[Listed entries Boundary: Start]
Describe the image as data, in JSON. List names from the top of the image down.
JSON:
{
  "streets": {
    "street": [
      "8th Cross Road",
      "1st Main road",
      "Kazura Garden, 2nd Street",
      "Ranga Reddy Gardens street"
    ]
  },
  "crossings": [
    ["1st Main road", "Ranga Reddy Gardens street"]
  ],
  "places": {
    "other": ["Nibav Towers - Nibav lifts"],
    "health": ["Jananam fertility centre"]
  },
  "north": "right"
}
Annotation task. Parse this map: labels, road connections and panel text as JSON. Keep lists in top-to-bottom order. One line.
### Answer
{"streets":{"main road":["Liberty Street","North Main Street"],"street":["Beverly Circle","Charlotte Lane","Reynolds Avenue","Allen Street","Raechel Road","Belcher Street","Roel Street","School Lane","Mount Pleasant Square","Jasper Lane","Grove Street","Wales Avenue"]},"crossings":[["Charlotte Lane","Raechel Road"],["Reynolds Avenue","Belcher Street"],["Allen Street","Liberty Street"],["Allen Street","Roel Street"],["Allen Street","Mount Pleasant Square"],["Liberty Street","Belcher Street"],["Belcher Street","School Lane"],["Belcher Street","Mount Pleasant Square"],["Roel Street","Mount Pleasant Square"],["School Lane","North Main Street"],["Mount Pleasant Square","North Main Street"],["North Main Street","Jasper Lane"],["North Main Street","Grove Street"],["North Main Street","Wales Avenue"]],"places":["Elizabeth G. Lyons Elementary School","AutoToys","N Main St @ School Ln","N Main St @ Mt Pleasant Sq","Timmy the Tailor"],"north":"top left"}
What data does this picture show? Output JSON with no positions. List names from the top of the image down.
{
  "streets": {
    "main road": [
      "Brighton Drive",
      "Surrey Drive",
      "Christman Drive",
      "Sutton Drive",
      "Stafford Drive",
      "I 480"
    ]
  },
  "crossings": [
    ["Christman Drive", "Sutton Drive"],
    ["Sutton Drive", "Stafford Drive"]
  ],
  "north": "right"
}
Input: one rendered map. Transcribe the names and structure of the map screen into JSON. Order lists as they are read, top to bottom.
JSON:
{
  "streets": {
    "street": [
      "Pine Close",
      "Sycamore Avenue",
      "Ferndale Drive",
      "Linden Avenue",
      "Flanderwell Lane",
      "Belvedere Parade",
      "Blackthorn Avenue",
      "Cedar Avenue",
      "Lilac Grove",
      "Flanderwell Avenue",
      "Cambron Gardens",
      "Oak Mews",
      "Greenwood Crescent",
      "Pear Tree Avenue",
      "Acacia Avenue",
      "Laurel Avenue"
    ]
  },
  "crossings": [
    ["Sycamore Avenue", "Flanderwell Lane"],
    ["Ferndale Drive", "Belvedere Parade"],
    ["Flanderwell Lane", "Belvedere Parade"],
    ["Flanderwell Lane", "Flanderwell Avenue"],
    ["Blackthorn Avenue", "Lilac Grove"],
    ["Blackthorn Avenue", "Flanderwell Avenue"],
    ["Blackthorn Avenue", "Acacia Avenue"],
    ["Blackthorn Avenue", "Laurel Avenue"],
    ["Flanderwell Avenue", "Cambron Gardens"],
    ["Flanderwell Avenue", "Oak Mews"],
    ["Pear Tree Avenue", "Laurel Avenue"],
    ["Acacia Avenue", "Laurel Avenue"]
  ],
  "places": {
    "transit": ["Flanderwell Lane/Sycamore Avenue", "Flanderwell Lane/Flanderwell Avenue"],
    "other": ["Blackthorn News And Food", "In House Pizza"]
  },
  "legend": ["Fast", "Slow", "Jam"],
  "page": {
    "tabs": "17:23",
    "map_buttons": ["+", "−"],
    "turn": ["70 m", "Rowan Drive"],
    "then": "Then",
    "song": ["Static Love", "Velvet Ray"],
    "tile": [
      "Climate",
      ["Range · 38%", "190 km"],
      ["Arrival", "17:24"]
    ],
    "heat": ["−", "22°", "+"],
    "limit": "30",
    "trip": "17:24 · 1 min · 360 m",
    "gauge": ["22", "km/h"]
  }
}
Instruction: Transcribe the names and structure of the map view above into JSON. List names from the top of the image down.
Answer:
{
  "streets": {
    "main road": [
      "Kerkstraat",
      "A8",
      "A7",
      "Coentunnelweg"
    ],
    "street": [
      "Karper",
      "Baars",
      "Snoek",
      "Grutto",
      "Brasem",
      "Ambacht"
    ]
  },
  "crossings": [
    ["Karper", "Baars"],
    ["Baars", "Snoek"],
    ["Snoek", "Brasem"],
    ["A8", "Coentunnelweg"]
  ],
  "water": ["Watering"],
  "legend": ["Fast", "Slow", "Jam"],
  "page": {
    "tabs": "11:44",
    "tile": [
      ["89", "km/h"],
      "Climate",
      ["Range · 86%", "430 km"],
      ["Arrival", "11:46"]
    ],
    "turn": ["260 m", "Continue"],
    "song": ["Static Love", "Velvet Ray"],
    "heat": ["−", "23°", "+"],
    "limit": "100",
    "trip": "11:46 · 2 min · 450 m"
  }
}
[Listed entries Boundary: End]
**How to complete this task**
When a line in the records holds the string "Stafford", copy that line.

**Exercise response**
      "Stafford Drive",
    ["Sutton Drive", "Stafford Drive"]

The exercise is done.